(Information provided Opens)
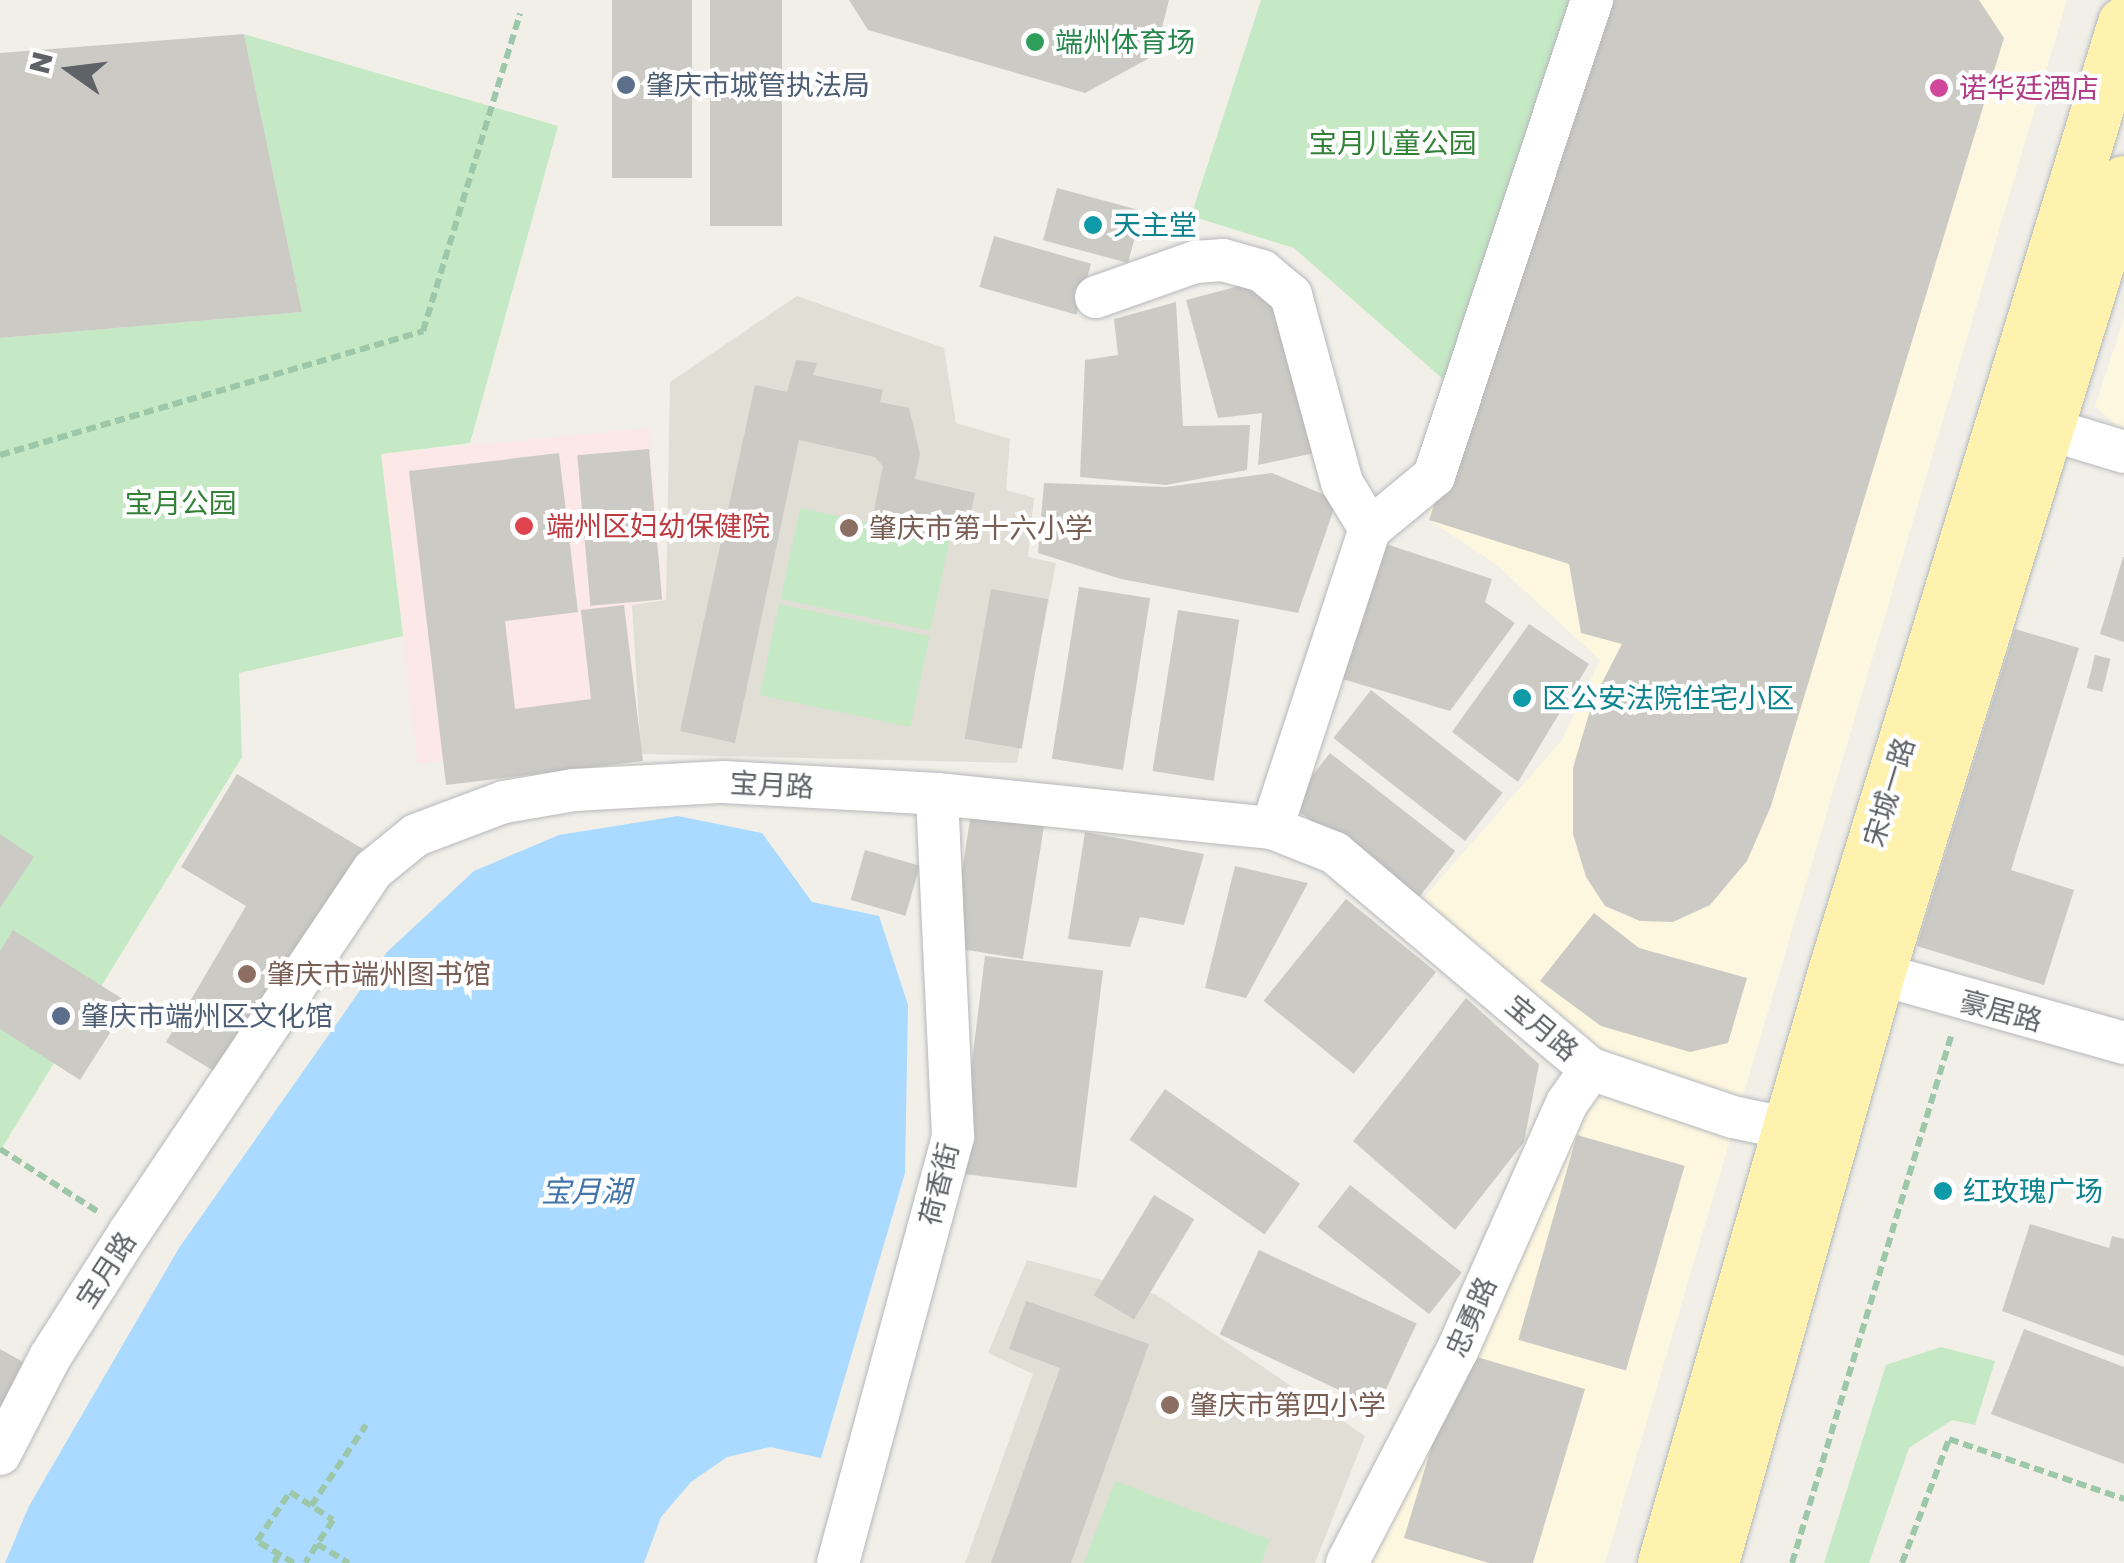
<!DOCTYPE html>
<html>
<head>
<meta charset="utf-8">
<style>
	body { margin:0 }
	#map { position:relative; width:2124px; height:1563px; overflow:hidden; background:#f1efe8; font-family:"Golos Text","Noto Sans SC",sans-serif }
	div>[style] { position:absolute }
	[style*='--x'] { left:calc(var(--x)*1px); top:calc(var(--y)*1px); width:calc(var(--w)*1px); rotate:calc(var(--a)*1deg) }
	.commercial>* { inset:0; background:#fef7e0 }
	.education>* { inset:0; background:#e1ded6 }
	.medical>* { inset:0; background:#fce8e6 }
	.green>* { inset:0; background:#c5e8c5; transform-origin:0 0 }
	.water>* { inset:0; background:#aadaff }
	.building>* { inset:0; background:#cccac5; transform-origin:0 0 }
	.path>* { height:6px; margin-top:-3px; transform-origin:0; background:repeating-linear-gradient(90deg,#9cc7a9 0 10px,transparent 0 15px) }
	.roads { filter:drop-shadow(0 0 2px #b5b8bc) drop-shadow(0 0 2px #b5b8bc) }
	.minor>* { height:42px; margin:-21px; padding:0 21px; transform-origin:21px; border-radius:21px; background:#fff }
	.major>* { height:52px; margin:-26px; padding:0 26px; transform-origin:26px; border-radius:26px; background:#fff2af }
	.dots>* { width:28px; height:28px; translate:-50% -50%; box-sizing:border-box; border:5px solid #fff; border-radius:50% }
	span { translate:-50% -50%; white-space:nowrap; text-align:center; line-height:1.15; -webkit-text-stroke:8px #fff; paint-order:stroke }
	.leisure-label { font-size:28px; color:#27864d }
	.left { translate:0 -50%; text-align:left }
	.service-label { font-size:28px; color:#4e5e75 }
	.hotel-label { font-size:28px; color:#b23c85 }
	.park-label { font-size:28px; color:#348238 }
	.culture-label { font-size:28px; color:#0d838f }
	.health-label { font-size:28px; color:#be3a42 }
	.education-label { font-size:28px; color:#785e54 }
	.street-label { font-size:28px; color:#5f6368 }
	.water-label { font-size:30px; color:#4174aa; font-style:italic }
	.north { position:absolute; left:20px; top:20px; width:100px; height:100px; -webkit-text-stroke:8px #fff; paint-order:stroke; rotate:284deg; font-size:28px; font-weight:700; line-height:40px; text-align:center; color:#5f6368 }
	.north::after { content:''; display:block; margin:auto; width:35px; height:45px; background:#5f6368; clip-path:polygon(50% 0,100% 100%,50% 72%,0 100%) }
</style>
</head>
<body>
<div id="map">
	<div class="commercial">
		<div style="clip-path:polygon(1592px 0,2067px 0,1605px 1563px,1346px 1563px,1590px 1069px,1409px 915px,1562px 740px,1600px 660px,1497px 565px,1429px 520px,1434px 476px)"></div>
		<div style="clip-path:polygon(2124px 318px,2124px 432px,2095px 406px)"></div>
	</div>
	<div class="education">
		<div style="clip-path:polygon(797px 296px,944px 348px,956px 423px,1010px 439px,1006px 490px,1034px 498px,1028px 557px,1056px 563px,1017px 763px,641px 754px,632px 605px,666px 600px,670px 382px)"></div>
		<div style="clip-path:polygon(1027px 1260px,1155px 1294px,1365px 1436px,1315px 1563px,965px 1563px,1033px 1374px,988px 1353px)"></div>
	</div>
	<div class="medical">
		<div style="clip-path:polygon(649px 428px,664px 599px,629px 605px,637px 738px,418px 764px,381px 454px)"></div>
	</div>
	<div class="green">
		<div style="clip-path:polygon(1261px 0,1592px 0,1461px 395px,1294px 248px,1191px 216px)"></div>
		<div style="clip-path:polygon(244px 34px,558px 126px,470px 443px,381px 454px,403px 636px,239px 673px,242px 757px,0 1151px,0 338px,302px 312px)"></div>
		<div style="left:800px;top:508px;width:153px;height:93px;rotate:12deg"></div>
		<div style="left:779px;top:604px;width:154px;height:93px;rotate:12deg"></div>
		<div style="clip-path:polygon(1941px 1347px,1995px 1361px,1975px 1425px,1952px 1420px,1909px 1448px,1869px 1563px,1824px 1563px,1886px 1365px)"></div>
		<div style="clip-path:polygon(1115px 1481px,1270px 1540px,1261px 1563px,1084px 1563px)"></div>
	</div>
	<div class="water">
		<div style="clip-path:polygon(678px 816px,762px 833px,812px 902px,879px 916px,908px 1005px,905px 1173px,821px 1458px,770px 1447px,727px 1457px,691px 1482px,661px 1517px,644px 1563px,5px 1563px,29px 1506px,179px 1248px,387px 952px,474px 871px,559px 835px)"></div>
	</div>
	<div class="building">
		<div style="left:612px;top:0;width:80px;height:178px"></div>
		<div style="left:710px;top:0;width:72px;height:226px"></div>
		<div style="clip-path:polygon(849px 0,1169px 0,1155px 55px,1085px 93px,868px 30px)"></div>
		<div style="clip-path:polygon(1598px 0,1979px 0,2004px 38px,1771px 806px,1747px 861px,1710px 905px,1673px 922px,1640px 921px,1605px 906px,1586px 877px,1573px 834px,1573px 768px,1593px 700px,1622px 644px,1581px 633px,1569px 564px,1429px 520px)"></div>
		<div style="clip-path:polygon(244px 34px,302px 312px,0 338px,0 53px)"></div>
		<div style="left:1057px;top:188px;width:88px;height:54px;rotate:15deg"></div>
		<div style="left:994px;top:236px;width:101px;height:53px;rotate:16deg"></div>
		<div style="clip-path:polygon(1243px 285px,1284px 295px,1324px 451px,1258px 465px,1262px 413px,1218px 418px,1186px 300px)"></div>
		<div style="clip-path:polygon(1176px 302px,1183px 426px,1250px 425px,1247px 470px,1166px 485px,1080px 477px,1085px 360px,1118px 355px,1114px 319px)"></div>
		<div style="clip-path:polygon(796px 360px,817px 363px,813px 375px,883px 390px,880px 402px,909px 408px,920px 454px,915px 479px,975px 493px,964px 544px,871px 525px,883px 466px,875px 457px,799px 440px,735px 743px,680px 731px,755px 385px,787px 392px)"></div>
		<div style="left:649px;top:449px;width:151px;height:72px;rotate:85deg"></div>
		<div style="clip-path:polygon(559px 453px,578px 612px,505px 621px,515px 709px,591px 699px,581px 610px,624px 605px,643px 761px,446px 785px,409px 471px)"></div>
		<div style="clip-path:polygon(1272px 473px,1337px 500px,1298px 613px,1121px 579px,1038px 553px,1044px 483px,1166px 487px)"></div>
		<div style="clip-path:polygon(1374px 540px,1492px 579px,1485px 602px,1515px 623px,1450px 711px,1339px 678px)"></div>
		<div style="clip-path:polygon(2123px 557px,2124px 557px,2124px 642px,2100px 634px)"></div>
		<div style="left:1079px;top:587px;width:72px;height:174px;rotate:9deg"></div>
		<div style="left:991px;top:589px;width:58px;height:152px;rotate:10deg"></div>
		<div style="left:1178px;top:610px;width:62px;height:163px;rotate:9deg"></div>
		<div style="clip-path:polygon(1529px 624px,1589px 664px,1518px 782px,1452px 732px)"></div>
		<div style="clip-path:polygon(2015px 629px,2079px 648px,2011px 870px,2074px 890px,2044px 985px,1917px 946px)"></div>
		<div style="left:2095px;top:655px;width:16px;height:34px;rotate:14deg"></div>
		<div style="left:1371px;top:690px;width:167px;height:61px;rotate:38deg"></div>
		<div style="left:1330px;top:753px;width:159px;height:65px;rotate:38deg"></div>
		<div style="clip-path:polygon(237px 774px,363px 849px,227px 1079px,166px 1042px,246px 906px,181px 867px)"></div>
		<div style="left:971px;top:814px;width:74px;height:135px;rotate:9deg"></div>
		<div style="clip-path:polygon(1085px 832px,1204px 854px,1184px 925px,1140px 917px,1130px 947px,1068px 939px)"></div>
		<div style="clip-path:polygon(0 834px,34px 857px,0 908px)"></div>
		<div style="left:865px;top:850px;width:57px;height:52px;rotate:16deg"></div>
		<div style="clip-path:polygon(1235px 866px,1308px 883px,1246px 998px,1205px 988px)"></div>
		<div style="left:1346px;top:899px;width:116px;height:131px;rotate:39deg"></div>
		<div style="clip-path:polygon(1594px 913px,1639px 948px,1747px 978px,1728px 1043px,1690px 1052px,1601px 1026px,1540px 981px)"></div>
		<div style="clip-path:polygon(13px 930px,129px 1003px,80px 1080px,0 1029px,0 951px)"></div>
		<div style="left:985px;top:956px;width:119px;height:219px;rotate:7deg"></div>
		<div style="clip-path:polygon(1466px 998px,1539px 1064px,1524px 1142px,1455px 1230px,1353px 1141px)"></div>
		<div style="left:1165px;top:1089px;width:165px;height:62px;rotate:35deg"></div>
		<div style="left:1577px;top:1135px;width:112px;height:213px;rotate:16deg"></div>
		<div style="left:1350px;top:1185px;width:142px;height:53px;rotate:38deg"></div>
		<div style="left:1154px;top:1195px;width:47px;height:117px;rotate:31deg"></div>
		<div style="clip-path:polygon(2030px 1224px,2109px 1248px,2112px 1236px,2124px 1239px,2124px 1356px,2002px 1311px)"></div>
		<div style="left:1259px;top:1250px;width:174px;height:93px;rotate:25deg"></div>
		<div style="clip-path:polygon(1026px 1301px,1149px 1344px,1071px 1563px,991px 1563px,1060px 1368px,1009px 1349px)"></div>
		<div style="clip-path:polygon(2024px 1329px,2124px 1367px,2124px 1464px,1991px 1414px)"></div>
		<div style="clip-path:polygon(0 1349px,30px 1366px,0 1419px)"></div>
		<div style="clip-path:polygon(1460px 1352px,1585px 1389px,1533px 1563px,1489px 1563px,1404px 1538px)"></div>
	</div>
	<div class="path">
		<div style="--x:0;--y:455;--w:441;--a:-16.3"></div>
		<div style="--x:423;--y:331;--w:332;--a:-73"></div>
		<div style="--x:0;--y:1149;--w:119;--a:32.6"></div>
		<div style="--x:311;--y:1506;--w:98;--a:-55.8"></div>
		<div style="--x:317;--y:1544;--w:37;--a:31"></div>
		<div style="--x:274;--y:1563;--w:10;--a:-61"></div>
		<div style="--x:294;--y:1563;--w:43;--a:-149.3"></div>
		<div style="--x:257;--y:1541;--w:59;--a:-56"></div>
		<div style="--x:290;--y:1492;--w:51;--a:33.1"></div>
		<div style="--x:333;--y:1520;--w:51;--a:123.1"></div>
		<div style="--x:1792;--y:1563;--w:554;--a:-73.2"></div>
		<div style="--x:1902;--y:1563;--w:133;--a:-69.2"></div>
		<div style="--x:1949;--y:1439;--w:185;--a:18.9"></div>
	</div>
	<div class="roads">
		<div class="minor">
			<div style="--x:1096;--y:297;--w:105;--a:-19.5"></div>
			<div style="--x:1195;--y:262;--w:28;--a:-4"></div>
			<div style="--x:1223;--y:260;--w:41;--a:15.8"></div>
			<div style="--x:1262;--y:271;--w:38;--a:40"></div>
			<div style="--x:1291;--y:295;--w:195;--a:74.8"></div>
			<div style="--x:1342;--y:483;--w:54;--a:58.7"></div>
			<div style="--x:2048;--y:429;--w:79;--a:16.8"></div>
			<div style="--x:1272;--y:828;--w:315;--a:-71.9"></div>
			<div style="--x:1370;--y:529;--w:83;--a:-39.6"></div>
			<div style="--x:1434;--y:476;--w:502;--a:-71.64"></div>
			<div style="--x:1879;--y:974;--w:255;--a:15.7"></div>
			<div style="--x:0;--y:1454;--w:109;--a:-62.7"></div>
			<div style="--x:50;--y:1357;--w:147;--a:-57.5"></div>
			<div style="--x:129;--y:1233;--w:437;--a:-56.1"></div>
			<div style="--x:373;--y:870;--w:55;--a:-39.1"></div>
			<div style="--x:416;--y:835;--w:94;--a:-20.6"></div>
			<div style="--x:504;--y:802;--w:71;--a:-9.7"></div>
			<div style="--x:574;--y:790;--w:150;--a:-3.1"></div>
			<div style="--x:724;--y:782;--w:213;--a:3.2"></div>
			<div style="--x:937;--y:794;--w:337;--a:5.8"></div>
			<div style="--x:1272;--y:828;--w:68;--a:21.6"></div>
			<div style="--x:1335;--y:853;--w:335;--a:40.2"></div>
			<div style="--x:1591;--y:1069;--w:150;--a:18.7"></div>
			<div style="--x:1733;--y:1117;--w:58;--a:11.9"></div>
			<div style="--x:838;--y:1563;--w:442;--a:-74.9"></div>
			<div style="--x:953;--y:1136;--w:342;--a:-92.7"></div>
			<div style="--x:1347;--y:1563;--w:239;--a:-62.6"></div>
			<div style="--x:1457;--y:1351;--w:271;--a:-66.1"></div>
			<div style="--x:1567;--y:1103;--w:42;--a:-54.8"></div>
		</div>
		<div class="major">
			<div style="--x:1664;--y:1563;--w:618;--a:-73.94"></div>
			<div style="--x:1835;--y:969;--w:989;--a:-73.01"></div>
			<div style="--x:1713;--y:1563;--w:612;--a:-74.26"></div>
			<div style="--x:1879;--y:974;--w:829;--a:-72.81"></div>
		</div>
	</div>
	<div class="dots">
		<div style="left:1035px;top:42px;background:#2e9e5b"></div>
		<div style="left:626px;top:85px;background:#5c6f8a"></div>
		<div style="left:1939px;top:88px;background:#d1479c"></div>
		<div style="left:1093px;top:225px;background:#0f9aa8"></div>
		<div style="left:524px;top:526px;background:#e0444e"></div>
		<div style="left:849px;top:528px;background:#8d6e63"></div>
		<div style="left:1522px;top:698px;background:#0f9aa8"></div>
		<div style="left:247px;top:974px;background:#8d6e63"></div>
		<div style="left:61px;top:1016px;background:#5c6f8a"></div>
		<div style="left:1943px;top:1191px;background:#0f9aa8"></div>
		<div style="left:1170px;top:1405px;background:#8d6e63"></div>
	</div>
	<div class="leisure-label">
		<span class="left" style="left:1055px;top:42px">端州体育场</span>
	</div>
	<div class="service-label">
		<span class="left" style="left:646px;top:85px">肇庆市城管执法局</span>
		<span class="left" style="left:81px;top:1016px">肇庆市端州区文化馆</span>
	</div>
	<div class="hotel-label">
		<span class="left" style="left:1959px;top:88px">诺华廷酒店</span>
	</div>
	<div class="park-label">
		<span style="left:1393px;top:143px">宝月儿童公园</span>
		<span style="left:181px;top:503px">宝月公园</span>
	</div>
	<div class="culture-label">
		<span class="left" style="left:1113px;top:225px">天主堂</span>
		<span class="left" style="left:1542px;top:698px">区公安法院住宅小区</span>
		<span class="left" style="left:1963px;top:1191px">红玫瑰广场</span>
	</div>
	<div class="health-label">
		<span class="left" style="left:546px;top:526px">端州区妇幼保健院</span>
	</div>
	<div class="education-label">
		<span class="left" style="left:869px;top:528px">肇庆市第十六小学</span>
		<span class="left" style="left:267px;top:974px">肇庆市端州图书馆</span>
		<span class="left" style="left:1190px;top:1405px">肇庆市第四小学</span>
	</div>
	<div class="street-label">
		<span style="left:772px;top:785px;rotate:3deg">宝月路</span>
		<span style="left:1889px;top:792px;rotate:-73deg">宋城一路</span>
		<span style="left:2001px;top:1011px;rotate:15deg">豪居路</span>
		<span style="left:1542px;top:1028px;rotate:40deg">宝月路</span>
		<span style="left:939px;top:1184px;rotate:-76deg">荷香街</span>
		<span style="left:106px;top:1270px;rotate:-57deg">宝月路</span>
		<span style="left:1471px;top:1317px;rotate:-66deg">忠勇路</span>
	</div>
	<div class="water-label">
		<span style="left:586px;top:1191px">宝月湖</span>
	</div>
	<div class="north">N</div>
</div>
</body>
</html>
(Information provided Closes)
Description of the task:
Please output exactly the lines between the one holding "position:relative; width:2124px; height:1563px;" and the one holding "translate:-50% -50%; white-space:nowrap;" in the records above, inclusive, and nothing more.

Response below:
	#map { position:relative; width:2124px; height:1563px; overflow:hidden; background:#f1efe8; font-family:"Golos Text","Noto Sans SC",sans-serif }
	div>[style] { position:absolute }
	[style*='--x'] { left:calc(var(--x)*1px); top:calc(var(--y)*1px); width:calc(var(--w)*1px); rotate:calc(var(--a)*1deg) }
	.commercial>* { inset:0; background:#fef7e0 }
	.education>* { inset:0; background:#e1ded6 }
	.medical>* { inset:0; background:#fce8e6 }
	.green>* { inset:0; background:#c5e8c5; transform-origin:0 0 }
	.water>* { inset:0; background:#aadaff }
	.building>* { inset:0; background:#cccac5; transform-origin:0 0 }
	.path>* { height:6px; margin-top:-3px; transform-origin:0; background:repeating-linear-gradient(90deg,#9cc7a9 0 10px,transparent 0 15px) }
	.roads { filter:drop-shadow(0 0 2px #b5b8bc) drop-shadow(0 0 2px #b5b8bc) }
	.minor>* { height:42px; margin:-21px; padding:0 21px; transform-origin:21px; border-radius:21px; background:#fff }
	.major>* { height:52px; margin:-26px; padding:0 26px; transform-origin:26px; border-radius:26px; background:#fff2af }
	.dots>* { width:28px; height:28px; translate:-50% -50%; box-sizing:border-box; border:5px solid #fff; border-radius:50% }
	span { translate:-50% -50%; white-space:nowrap; text-align:center; line-height:1.15; -webkit-text-stroke:8px #fff; paint-order:stroke }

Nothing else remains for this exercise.